WHAT IS NEEDED -
Take every line containing "rows" out of the records.

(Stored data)
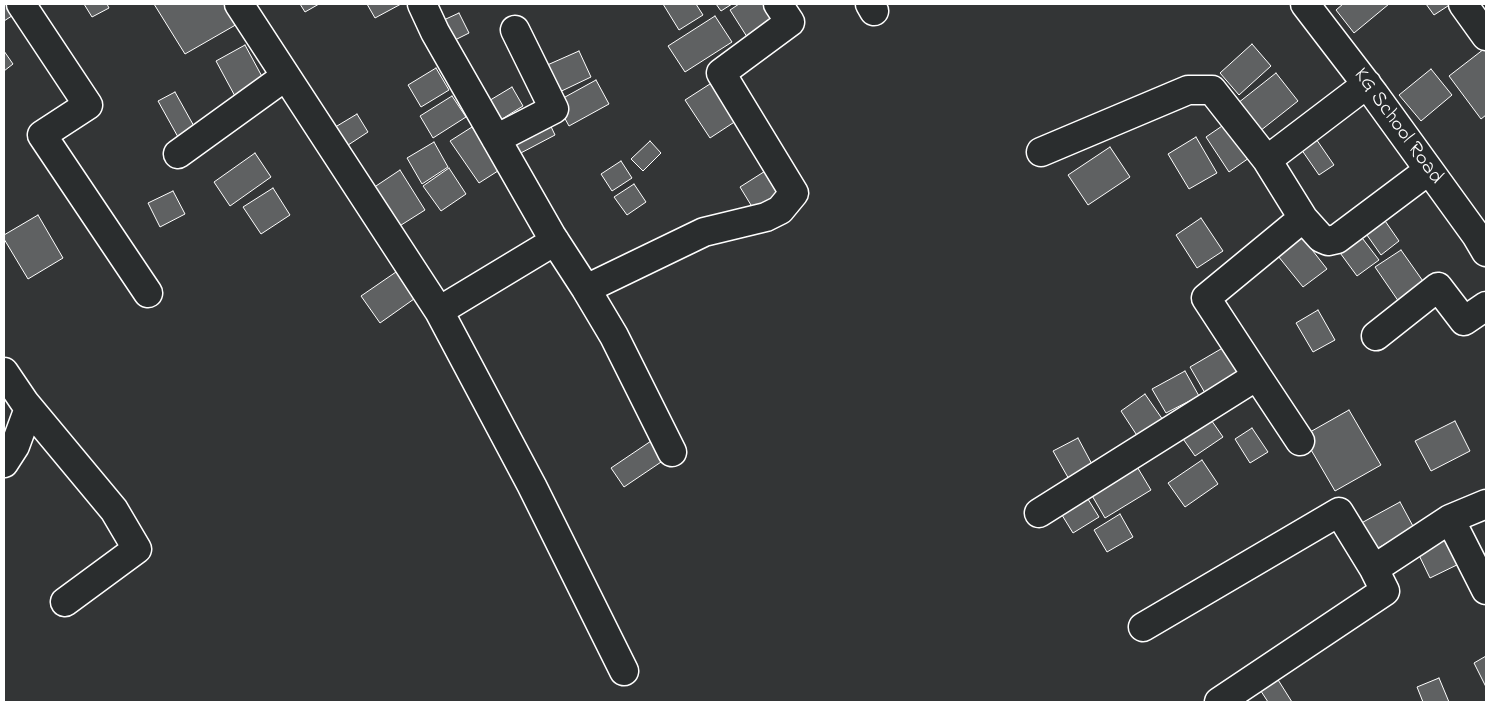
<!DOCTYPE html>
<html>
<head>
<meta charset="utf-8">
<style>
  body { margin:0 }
  #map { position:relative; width:1490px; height:706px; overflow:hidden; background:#333536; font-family:"Indie Flower",sans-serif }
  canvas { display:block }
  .frame { position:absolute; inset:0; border:5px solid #fff; pointer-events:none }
</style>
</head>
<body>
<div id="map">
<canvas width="1490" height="706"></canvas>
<div class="frame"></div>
</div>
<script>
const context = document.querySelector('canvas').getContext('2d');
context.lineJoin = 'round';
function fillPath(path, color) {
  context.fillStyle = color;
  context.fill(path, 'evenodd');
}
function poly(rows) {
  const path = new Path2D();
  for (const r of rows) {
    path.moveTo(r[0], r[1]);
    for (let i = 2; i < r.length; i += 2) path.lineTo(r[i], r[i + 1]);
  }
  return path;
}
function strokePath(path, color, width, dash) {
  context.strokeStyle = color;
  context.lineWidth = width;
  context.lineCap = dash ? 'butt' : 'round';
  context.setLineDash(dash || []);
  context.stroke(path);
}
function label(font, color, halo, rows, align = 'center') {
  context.font = font + ' "Indie Flower",sans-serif';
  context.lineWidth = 5;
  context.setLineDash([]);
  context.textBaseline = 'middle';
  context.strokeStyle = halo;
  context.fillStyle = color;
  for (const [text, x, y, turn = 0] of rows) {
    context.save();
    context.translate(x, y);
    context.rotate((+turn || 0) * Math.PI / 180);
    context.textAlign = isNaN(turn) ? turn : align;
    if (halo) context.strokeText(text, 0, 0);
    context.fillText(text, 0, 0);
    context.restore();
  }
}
const building = poly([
  [4,4,17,4,21,10,4,21,4,4],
  [84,4,107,4,109,8,92,17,84,4],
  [154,4,228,4,239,23,185,54,154,4],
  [300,4,319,4,305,12,300,4],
  [367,4,401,4,375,18,367,4],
  [663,4,696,4,703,15,679,30,663,4],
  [716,4,732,4,721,11,716,4],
  [739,4,763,4,775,22,749,40,730,10,739,4],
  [1343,4,1389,4,1354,33,1336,10,1343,4],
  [1426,4,1451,4,1434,15,1426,4],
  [459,13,469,33,445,45,435,24,459,13],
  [715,16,732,42,685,72,668,46,715,16],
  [1252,44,1271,66,1239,95,1220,73,1252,44],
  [245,45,265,82,236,98,216,61,245,45],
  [1484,49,1486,52,1486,115,1481,119,1449,76,1484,49],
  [4,51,13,64,4,71,4,51],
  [579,51,591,77,549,97,536,70,579,51],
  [436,68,449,90,421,107,408,85,436,68],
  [1431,69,1452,95,1421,121,1399,95,1431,69],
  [1276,73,1298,101,1260,131,1238,103,1276,73],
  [596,80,609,104,569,126,556,102,596,80],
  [713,82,739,119,710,138,685,100,713,82],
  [512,87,523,106,494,124,482,105,512,87],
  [175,92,195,128,178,137,158,101,175,92],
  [452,96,466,117,433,138,420,116,452,96],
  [357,114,368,132,339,151,327,132,357,114],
  [546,116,555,135,517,155,507,136,546,116],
  [1225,124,1249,158,1229,172,1206,137,1225,124],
  [472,127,501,169,479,183,450,141,472,127],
  [1314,136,1334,165,1319,175,1299,146,1314,136],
  [1196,137,1217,173,1189,189,1168,154,1196,137],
  [650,141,661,153,643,171,631,159,650,141],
  [434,142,448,167,422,184,407,158,434,142],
  [1110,147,1130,177,1088,205,1068,175,1110,147],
  [255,153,271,177,230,206,214,182,255,153],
  [621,161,632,178,612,191,601,174,621,161],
  [449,168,466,194,441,211,423,186,449,168],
  [770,168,784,191,754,210,740,187,770,168],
  [400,170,425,210,398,227,373,188,400,170],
  [634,184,646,202,627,215,614,197,634,184],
  [273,188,290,215,261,234,243,207,273,188],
  [173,191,185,214,160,227,148,203,173,191],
  [38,215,63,258,28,279,4,239,4,235,38,215],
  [1381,215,1399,241,1381,255,1362,228,1381,215],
  [1201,218,1223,251,1197,268,1176,235,1201,218],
  [1356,230,1379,260,1357,276,1335,246,1356,230],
  [1302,237,1327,269,1303,287,1278,256,1302,237],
  [1401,250,1425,284,1399,302,1375,267,1401,250],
  [396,272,414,299,380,323,361,296,396,272],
  [1318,310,1335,340,1313,352,1296,323,1318,310],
  [1226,346,1242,373,1205,393,1190,367,1226,346],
  [1185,371,1199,396,1166,413,1152,389,1185,371],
  [1145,394,1163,420,1138,437,1121,411,1145,394],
  [1349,410,1381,465,1335,491,1303,436,1349,410],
  [1207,414,1223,437,1195,456,1179,433,1207,414],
  [1455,421,1470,451,1431,471,1415,441,1455,421],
  [1252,428,1268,452,1250,463,1235,439,1252,428],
  [1078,438,1094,468,1070,481,1053,451,1078,438],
  [654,439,667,458,624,487,611,468,654,439],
  [1133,460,1151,490,1105,518,1087,487,1133,460],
  [1202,460,1218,484,1185,507,1168,483,1202,460],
  [1083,491,1099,517,1073,533,1057,507,1083,491],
  [1400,502,1414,528,1369,553,1354,527,1400,502],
  [1120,514,1133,537,1107,552,1094,530,1120,514],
  [1449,533,1463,562,1430,578,1416,549,1449,533],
  [1486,656,1486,687,1474,663,1486,656],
  [1275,675,1292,702,1268,702,1257,685,1275,675],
  [1439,678,1449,702,1423,702,1417,687,1439,678]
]);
fillPath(building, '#5f6162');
strokePath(building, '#fff', 1);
const minor = poly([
  [21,4,88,105,42,135,148,293],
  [239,4,439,311,532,486,624,671],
  [422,4,435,32,551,235,586,289,614,336,672,452],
  [870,4,874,11],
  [1305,4,1374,94,1476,235,1486,252],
  [1463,4,1486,36],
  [496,139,554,109,515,30],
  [178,154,286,76],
  [1267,160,1367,84],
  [1303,218,1321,238,1328,241,1337,239,1429,170],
  [586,289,704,232,766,217,780,210,794,193,721,73,790,22,778,4],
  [439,311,555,241],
  [1376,336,1438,287,1464,321,1486,306],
  [4,372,25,403,114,510,137,549,65,602],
  [1257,376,1300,441],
  [4,463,15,446,29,408],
  [1039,513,1257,376,1206,298,1303,218,1267,160,1212,90,1188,90,1041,152],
  [1450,519,1486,504],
  [1374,569,1450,519,1486,590],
  [1143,627,1339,512,1374,569,1385,591,1219,702]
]);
strokePath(minor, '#fff', 31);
strokePath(minor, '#2a2d2e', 28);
label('21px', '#fff', '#2a2d2e', [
  ["KG School Road",1397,127,54]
]);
</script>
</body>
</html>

SOLUTION TO THIS TASK -
function poly(rows) {
  for (const r of rows) {
function label(font, color, halo, rows, align = 'center') {
  for (const [text, x, y, turn = 0] of rows) {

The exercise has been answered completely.